To examine whether our observed lack of activity of erythrocytic XOR correlated with low levels of this protein on erythrocytes we performed Western blots (Fig. 3D). Whereas substantial detection of the XOR monomer was observed with an XOR positive control as well as with human and rat liver tissue, no XOR was detected from RBC ghost preparations.

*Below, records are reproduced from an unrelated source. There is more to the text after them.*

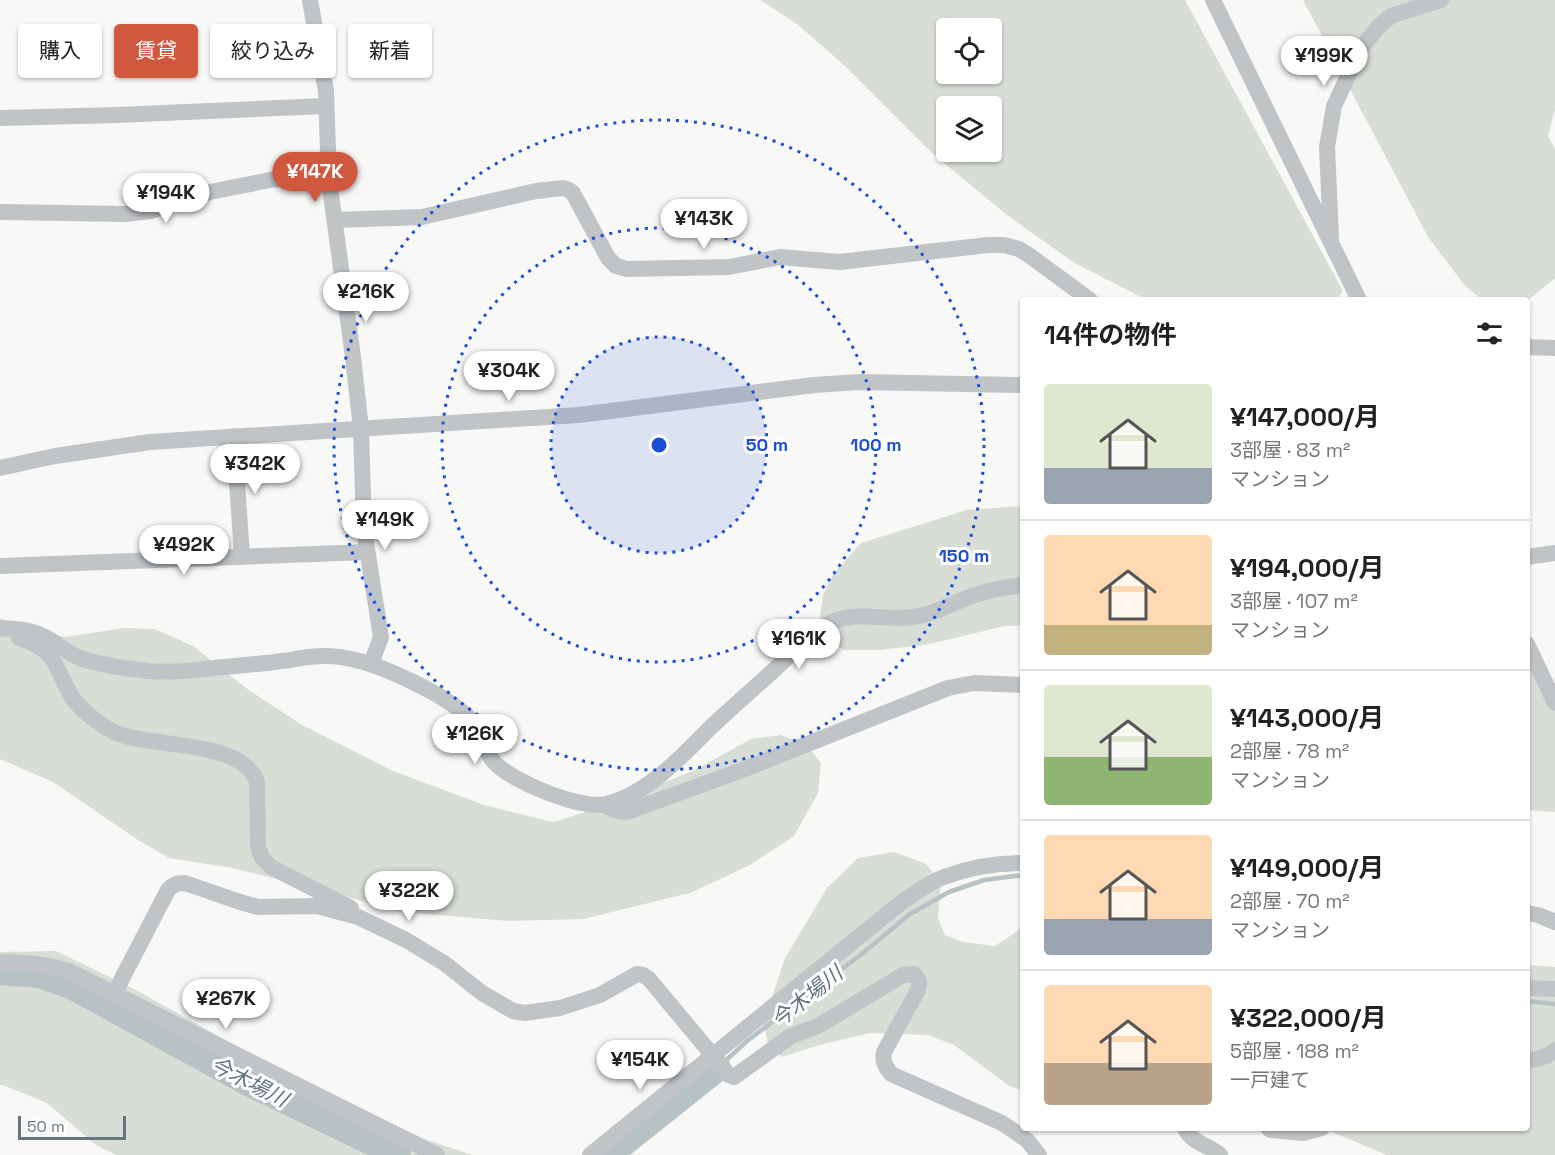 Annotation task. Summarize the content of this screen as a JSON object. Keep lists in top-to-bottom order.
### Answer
{
  "water": ["今木場川"],
  "scale_bar": "50 m",
  "page": {
    "chip": [
      "購入",
      "賃貸",
      "絞り込み",
      "新着"
    ],
    "price": [
      "¥199K",
      "¥147K",
      "¥194K",
      "¥143K",
      "¥216K",
      "¥304K",
      "¥342K",
      "¥149K",
      "¥492K",
      "¥161K",
      "¥126K",
      "¥322K",
      "¥267K",
      "¥154K"
    ],
    "heading": "14件の物件",
    "list": [
      {
        "name": "¥147,000/月",
        "note": "3部屋 · 83 m² · マンション"
      },
      {
        "name": "¥194,000/月",
        "note": "3部屋 · 107 m² · マンション"
      },
      {
        "name": "¥143,000/月",
        "note": "2部屋 · 78 m² · マンション"
      },
      {
        "name": "¥149,000/月",
        "note": "2部屋 · 70 m² · マンション"
      },
      {
        "name": "¥322,000/月",
        "note": "5部屋 · 188 m² · 一戸建て"
      }
    ],
    "scale": "50 m"
  },
  "rings": ["50 m", "100 m", "150 m"]
}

In all preparations using blood from eight different individuals, no XOR expression was ever observed from red cell ghosts. Thus, overall, our experiments using EPR and time-resolved absorption spectroscopy show that the contribution of XOR to NO production from native erythrocytes is severely limited and that we could only observe an allopurinol-inhibitable signal when exogenous XOR was added at levels substantially higher than that found in the liver.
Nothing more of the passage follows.